(Stored items)
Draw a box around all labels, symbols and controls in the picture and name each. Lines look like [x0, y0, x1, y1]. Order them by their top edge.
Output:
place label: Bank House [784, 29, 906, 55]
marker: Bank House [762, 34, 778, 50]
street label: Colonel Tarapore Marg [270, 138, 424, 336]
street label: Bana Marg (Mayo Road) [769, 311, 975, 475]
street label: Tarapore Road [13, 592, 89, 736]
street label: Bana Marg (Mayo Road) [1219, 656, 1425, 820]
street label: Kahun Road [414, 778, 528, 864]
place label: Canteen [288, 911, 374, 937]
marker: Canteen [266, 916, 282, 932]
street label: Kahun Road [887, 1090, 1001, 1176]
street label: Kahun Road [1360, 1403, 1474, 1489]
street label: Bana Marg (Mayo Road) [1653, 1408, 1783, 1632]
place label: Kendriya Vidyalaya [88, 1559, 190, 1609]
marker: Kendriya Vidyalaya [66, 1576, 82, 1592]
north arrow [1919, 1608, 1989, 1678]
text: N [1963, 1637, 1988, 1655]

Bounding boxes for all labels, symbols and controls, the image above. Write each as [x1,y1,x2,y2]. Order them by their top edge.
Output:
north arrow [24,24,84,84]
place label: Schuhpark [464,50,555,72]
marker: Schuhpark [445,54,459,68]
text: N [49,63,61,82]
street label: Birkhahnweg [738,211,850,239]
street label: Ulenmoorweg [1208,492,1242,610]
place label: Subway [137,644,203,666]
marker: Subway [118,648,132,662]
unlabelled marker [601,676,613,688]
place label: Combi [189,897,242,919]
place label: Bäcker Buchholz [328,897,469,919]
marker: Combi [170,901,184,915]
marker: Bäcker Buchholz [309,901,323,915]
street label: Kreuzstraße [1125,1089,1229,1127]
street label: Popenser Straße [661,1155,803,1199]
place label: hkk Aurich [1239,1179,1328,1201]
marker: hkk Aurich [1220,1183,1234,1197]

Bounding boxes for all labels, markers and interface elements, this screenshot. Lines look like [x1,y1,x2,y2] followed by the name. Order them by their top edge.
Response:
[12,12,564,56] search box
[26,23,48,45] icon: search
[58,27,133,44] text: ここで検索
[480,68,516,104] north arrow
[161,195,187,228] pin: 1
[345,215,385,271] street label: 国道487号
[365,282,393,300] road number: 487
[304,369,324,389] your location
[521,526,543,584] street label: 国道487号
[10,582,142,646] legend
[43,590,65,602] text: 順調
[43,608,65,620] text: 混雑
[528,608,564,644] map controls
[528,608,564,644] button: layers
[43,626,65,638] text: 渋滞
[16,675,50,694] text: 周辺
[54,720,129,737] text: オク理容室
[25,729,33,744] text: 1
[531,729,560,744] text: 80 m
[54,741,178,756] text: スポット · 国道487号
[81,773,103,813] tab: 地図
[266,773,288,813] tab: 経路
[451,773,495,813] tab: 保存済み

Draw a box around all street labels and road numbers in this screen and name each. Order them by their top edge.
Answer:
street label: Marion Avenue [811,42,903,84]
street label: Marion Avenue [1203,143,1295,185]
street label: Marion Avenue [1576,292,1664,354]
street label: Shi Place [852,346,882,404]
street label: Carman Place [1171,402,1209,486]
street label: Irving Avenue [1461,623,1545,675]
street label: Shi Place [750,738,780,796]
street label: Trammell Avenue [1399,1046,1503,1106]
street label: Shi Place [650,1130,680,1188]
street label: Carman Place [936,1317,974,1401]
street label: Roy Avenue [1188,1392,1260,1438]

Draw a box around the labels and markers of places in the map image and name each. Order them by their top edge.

▶ _WORK REQUIRED_
Search the entries for the string "name" and collect each line that has it.

▶ _TASK RESULT_
Draw a box around all labels, symbols and controls in the picture and name each. Lines look like [x0, y0, x1, y1]. Order them by their top edge.
Bounding boxes for all labels, markers and interface elements, this screenshot. Lines look like [x1,y1,x2,y2] followed by the name. Order them by their top edge.
Draw a box around all street labels and road numbers in this screen and name each. Order them by their top edge.
Draw a box around the labels and markers of places in the map image and name each. Order them by their top edge.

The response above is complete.